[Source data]
==============================
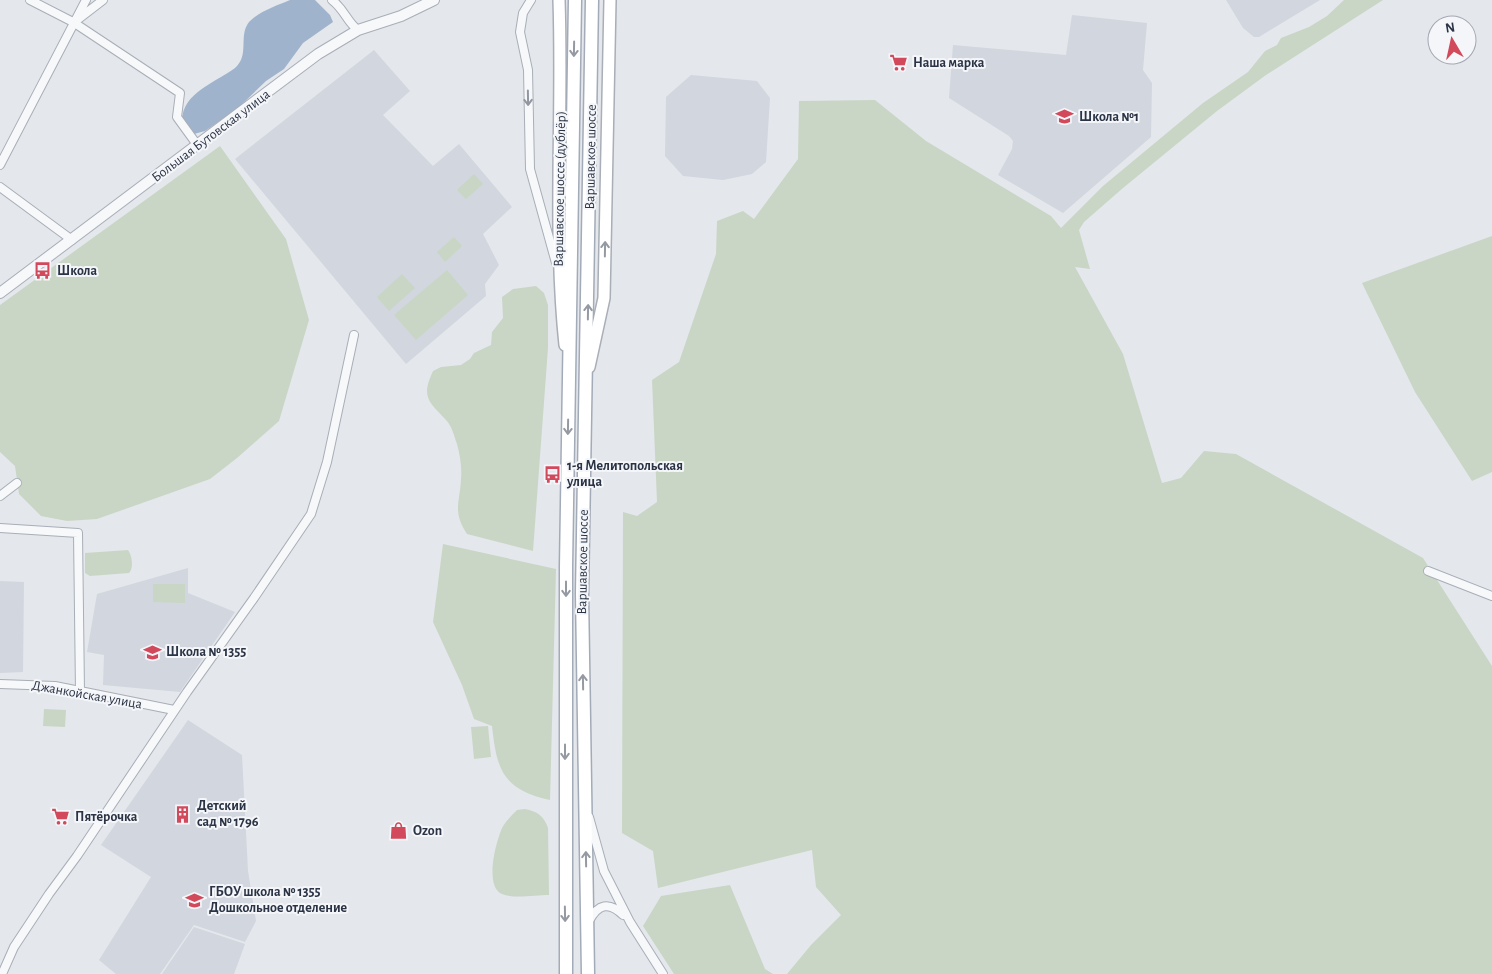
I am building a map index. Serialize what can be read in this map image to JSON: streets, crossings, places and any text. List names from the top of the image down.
{
  "streets": {
    "main road": ["Варшавское шоссе", "Варшавское шоссе (дублёр)"],
    "street": ["Большая Бутовская улица", "Джанкойская улица"]
  },
  "crossings": [
    ["Варшавское шоссе", "Варшавское шоссе (дублёр)"]
  ],
  "places": {
    "supermarket": ["Наша марка", "Пятёрочка"],
    "school or university": ["Школа №1", "Школа № 1355", "ГБОУ школа № 1355 Дошкольное отделение"],
    "bus stop": ["Школа", "1-я Мелитопольская улица"],
    "building": ["Детский сад № 1796"],
    "shop": ["Ozon"]
  },
  "north": "top"
}
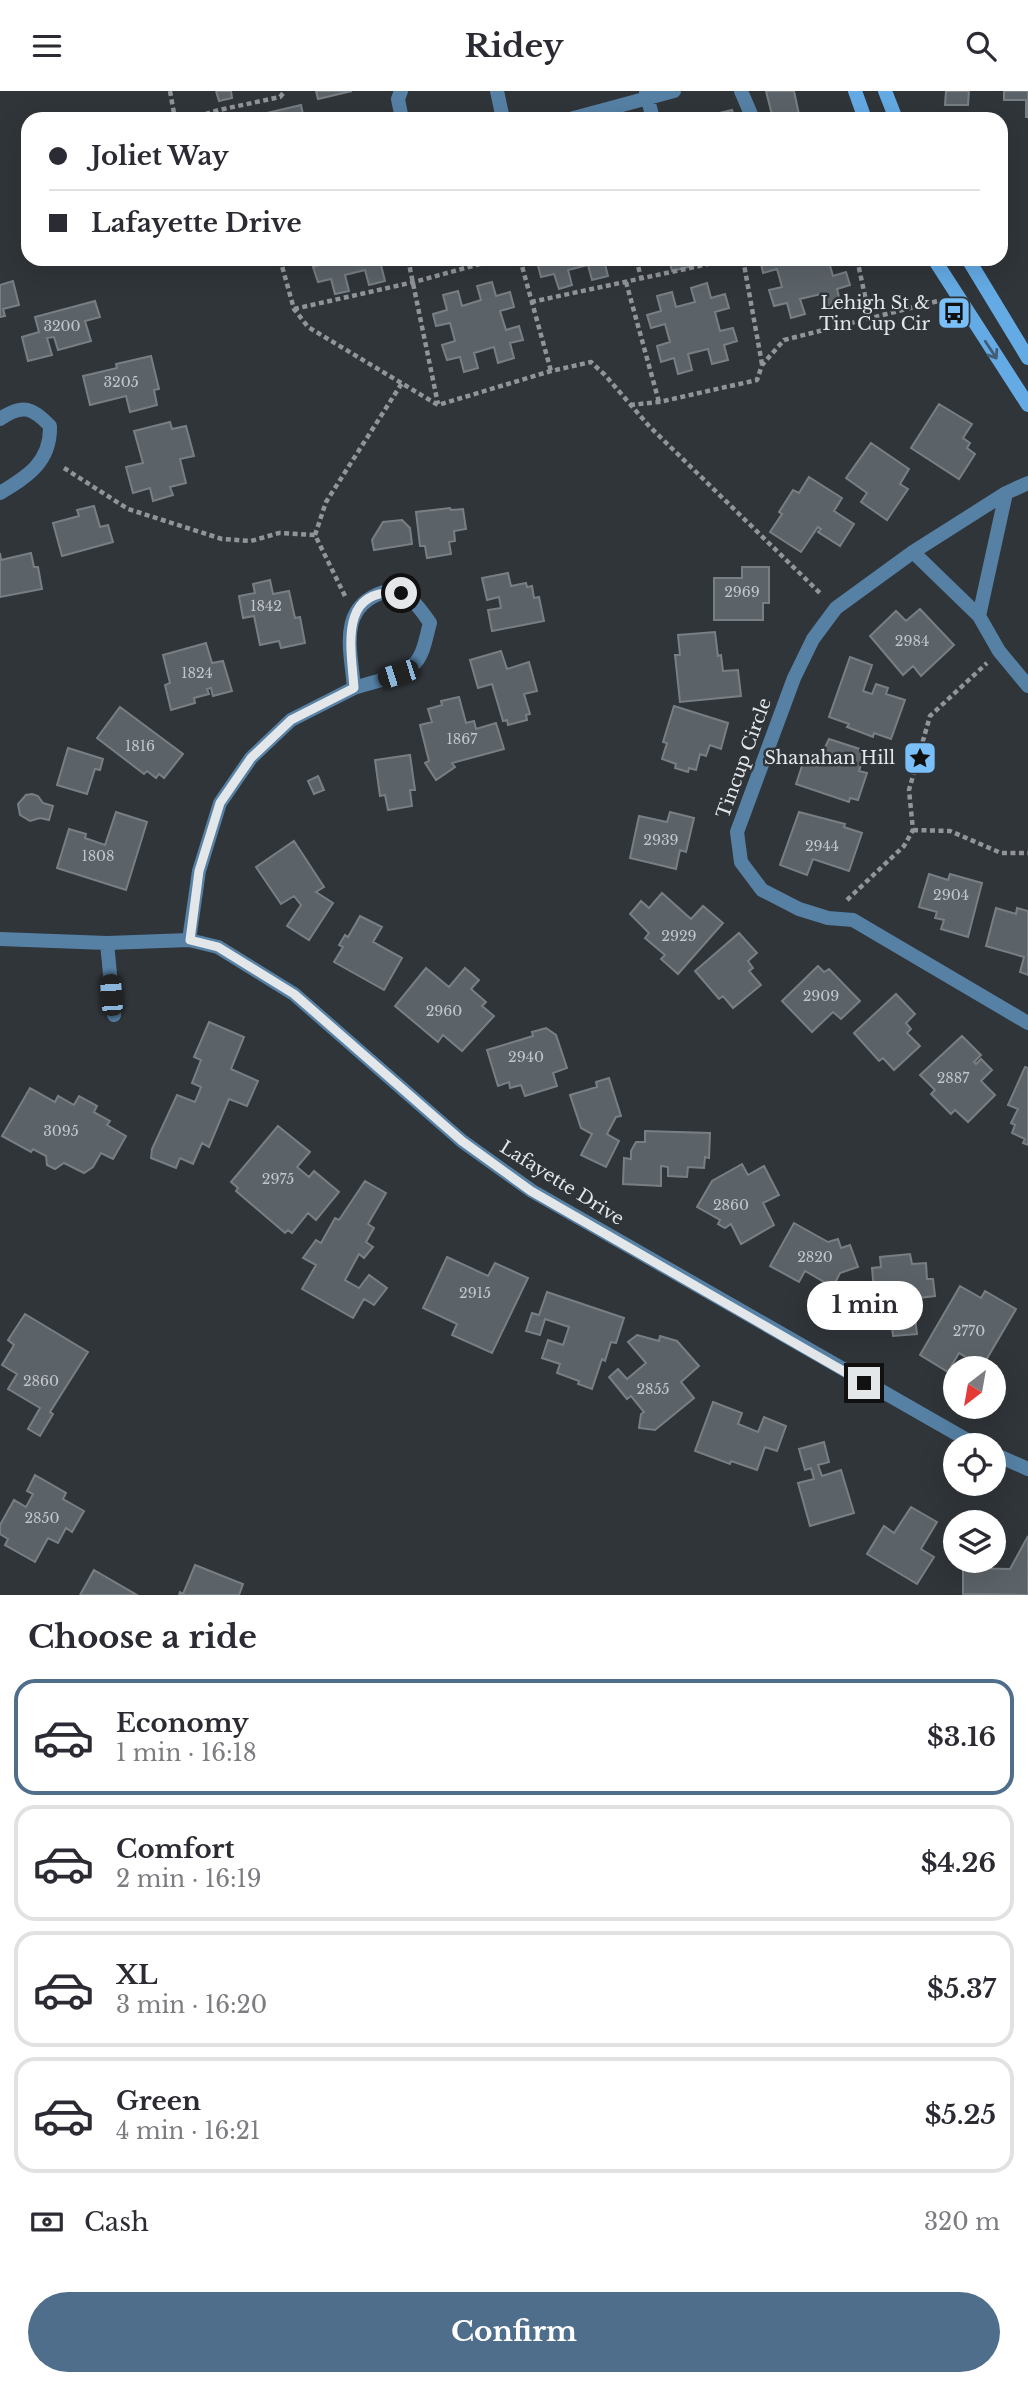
==============================
*Your objective*:
Give back every entry in full, exactly as written, with no picture included.

*Exercise result*:
I am building a map index. Serialize what can be read in this map image to JSON: streets, crossings, places and any text. List names from the top of the image down.
{
  "streets": {
    "main road": ["Варшавское шоссе", "Варшавское шоссе (дублёр)"],
    "street": ["Большая Бутовская улица", "Джанкойская улица"]
  },
  "crossings": [
    ["Варшавское шоссе", "Варшавское шоссе (дублёр)"]
  ],
  "places": {
    "supermarket": ["Наша марка", "Пятёрочка"],
    "school or university": ["Школа №1", "Школа № 1355", "ГБОУ школа № 1355 Дошкольное отделение"],
    "bus stop": ["Школа", "1-я Мелитопольская улица"],
    "building": ["Детский сад № 1796"],
    "shop": ["Ozon"]
  },
  "north": "top"
}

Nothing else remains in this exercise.